NAICU Washington Update

Action on HEA Reauthorization Happening in both the House and Senate

February 23, 2018

Since the House Committee on Education and the Workforce approved its bill to reauthorize the Higher Education Act (HEA) in December, the House and Senate have continued to make substantial progress on rewriting the legislation.

Activities in the House

Most recently, the Education and the Workforce committee submitted to the full House its report.  The report provided detailed background and intent for the programmatic changes sought by the committee members, and outlined in the bill, H. R. 4508, the Promoting Real Opportunity, Success and Prosperity through Education Reform (PROSPER) Act. Included in the bill is the official Congressional Budget Office cost estimate, detailing the scores of provisions, and whether they cost or save the government money. Both of these actions indicate the bill is ready to move to floor consideration for the full House of Representatives.

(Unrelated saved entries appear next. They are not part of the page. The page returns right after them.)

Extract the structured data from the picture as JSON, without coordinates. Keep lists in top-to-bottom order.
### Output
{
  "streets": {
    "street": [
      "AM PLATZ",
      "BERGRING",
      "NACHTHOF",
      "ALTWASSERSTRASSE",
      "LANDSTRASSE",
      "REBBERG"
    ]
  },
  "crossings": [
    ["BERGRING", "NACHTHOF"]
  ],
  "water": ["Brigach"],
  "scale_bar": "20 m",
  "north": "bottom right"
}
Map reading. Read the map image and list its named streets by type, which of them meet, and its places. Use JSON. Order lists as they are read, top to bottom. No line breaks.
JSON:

While leadership has not yet given Chairwoman Virginia Foxx (R-NC) the green light for floor time, the Republican membership in the House is being actively consulted on the bill’s provisions as a first step in ensuring the votes needed for passage are secured.

Activities in the Senate
In the Senate, Health, Education, Labor and Pensions Committee (HELP) Chairman Lamar Alexander (R-TN) and Ranking Member Patty Murray (D-WA) have held a series of four committee hearings to address several HEA themes and ideas, identify a procedural framework for moving forward with a bipartisan bill, and request feedback from higher education community stakeholders. They are hoping to produce a bipartisan bill for release this spring.

The first hearing focused on financial aid simplification and transparency, a favorite reauthorization theme of Sen. Alexander.  At the hearing, the committee discussed a variety of proposals, including one grant-one loan, streamlining the financial aid application process, and simplifying the student loan repayment process.  Many of the witnesses cautioned against eliminating programs and funding under the guise of “simplification,” and most agreed there is a repayment crisis in the country, sometimes related to over-borrowing.  However, they debunked the myth that all students have $100,000 in debt. Thus, proposals for student loan counseling before taking out loans, as well as assistance when entering repayment, were discussed.

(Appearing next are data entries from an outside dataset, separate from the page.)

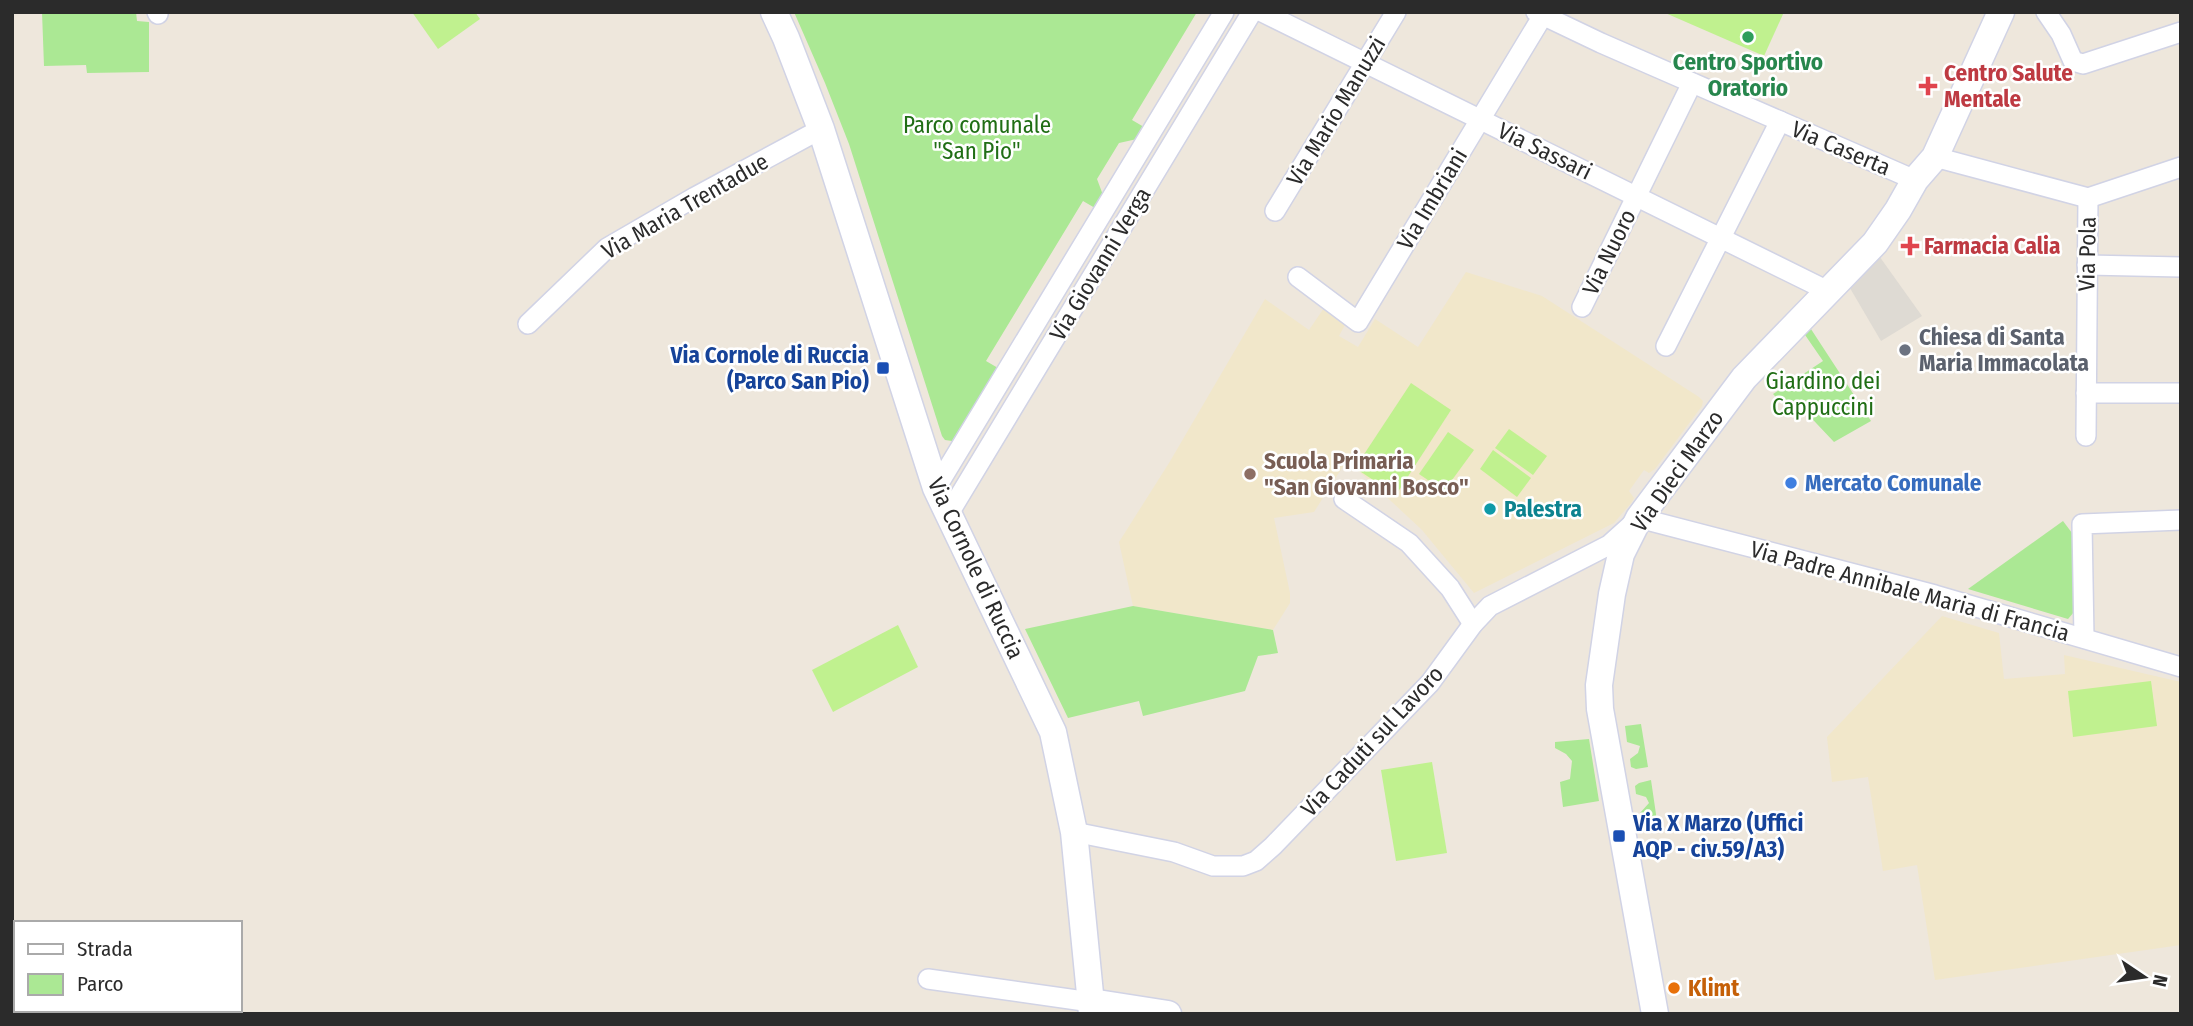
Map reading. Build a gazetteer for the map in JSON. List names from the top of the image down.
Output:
{
  "streets": {
    "street": [
      "Via Mario Manuzzi",
      "Via Caserta",
      "Via Sassari",
      "Via Imbriani",
      "Via Maria Trentadue",
      "Via Nuoro",
      "Via Pola",
      "Via Giovanni Verga",
      "Via Dieci Marzo",
      "Via Cornole di Ruccia",
      "Via Padre Annibale Maria di Francia",
      "Via Caduti sul Lavoro"
    ]
  },
  "crossings": [
    ["Via Mario Manuzzi", "Via Sassari"],
    ["Via Caserta", "Via Imbriani"],
    ["Via Caserta", "Via Nuoro"],
    ["Via Caserta", "Via Dieci Marzo"],
    ["Via Sassari", "Via Imbriani"],
    ["Via Sassari", "Via Nuoro"],
    ["Via Sassari", "Via Dieci Marzo"],
    ["Via Maria Trentadue", "Via Cornole di Ruccia"],
    ["Via Giovanni Verga", "Via Cornole di Ruccia"],
    ["Via Dieci Marzo", "Via Padre Annibale Maria di Francia"],
    ["Via Dieci Marzo", "Via Caduti sul Lavoro"],
    ["Via Cornole di Ruccia", "Via Caduti sul Lavoro"],
    ["Via Padre Annibale Maria di Francia", "Via Caduti sul Lavoro"]
  ],
  "parks": ["Parco comunale \"San Pio\"", "Giardino dei Cappuccini"],
  "places": {
    "other": [
      "Centro Sportivo Oratorio",
      "Chiesa di Santa Maria Immacolata",
      "Scuola Primaria \"San Giovanni Bosco\"",
      "Mercato Comunale",
      "Palestra",
      "Klimt"
    ],
    "health": ["Centro Salute Mentale", "Farmacia Calia"],
    "transit": ["Via Cornole di Ruccia (Parco San Pio)", "Via X Marzo (Uffici AQP - civ.59/A3)"]
  },
  "legend": ["Strada", "Parco"],
  "north": "right"
}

The second hearing focused on access and innovation, and highlighted new ways of delivering higher education.  This included hearing about proposals for competency-based education, which Sen. Alexander suggested might warrant a pilot program.   

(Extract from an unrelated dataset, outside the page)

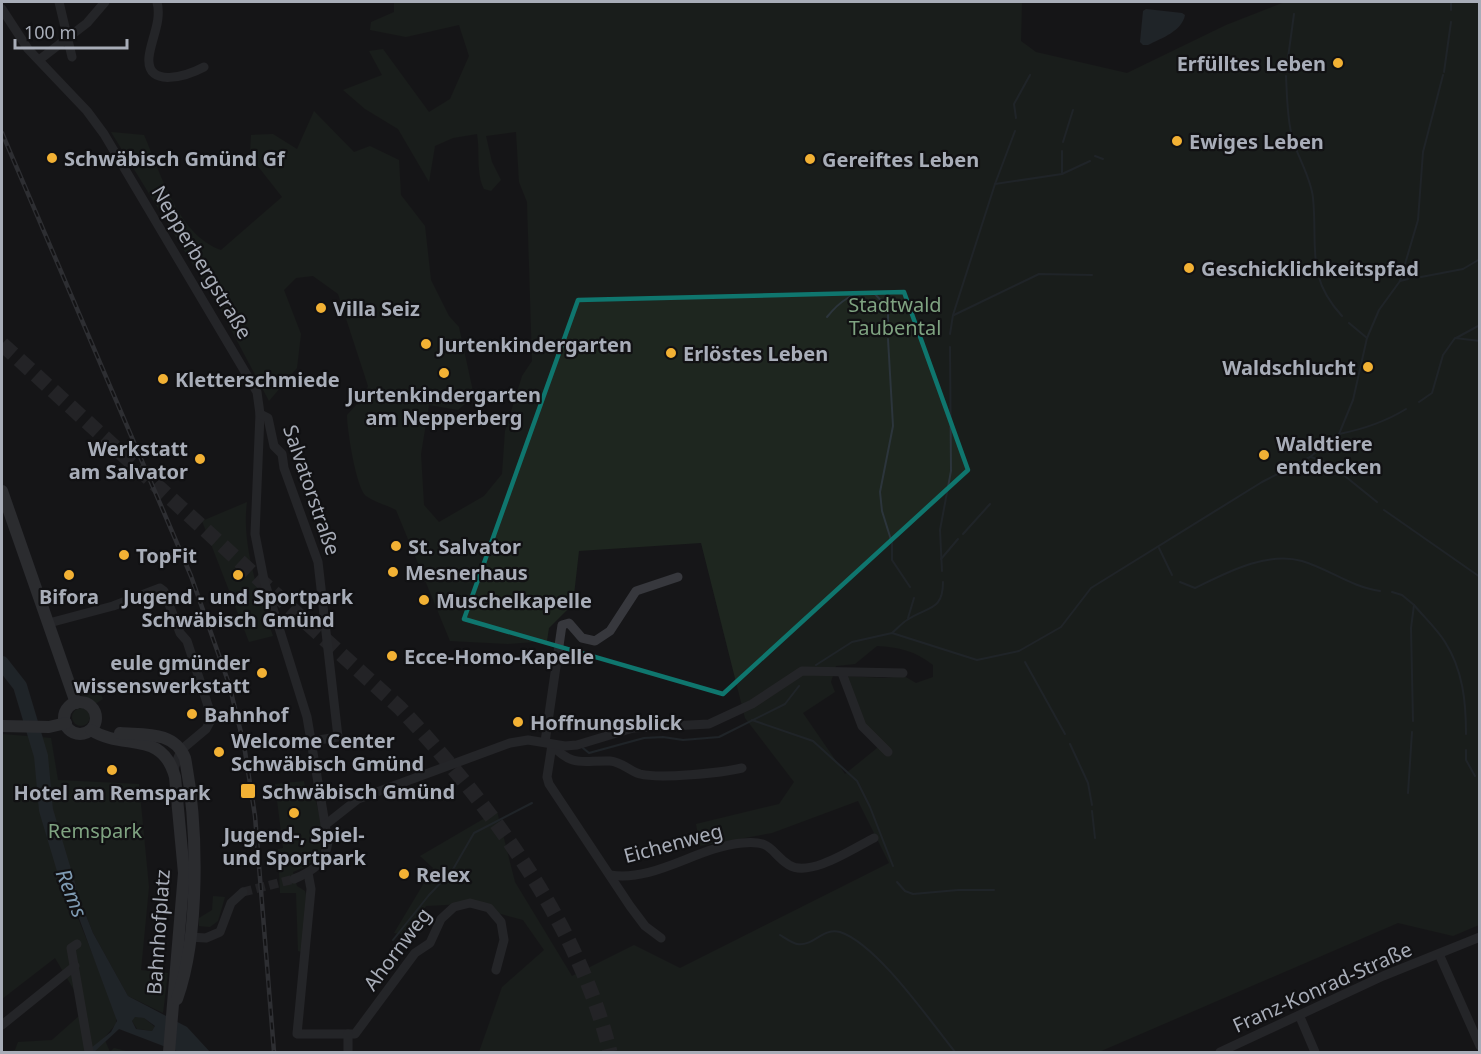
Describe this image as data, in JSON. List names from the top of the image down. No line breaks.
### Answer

The third hearing addressed accountability to taxpayers, and covered a variety of issues in higher education related to the amount of money the federal government is investing in the student aid programs, especially student loans. Both Sens. Alexander and Murry noted their concern for students borrowing more than they can afford to repay, but had different approaches to addressing the issue. 

Sen. Alexander is considering changing the current institutional cohort default rate to a program-by-program cohort repayment rate, while Sen. Murray insisted there cannot be a one-size-fits-all accountability system for higher education because of the diversity of institutions. 

Witnesses discussed targeting the bad actors in the for-profit system for more scrutiny, using student level data for all students to link to post-college employment data, and ensuring colleges serving the most at-risk students are not unduly penalized.  Questions from committee members focused on institutional risk-sharing, income share agreements between institutions and borrowers, data and privacy, and program level accountability. At this hearing, Sen. Alexander released a white paper on accountability and requested feedback from stakeholders in the community on existing accountability requirements and proposed measures in the paper.  NAICU was one of the stakeholders that responded to the white paper.  

At the final hearing, the committee discussed improving college affordability. Sen. Alexander opened his remarks by noting that contrary to popular belief, college is not as hard to pay for as people think, due to the availability of federal, state, and institutional aid to help students afford college.  He also noted that tuition is not as high as the outliers make it seem.  But he also brought up his concern that increased spending on federal student aid results in increased tuition. This topic has been debated for 30 years, with three bipartisan administrations issuing reports disputing this theory.

Sen. Alexander again talked about some of his core ideas, including reducing the number of questions on the FAFSA from 25 to 15, encouraging students to apply earlier, and possibly on a smart phone app, consolidating SEOG into Pell, and putting savings from student loan changes into Pell to provide more grant aid, and encouraging students to complete college faster.

Sen. Murray’s comments outlined the Democratic principles for HEA, which include access for underrepresented students, college accountability for outcomes and completion, and safe learning environments.  After noting that student debt has tripled in 10 years, and that some students are hungry and homeless while in college, she voiced concerns about whether colleges, states, and the federal government are doing enough to help students.  Specifically, she noted that colleges are getting more expensive and are not acknowledging the increased toll of student debt, states continue to reduce funds for public colleges, and federal aid does not go as far as it did decades ago.  She ended her comments by noting that it’s not just tuition and fees that students need help with.  Among other things, she said students need assistance with financial aid awareness before, during, and after college, food and housing during school, and fair student loan repayment plans after college. 

Following this hearing, the committee asked students, parents, and other interested parties to give feedback, submit priorities and share stories for the HEA reauthorization. NAICU’s submission can be found here.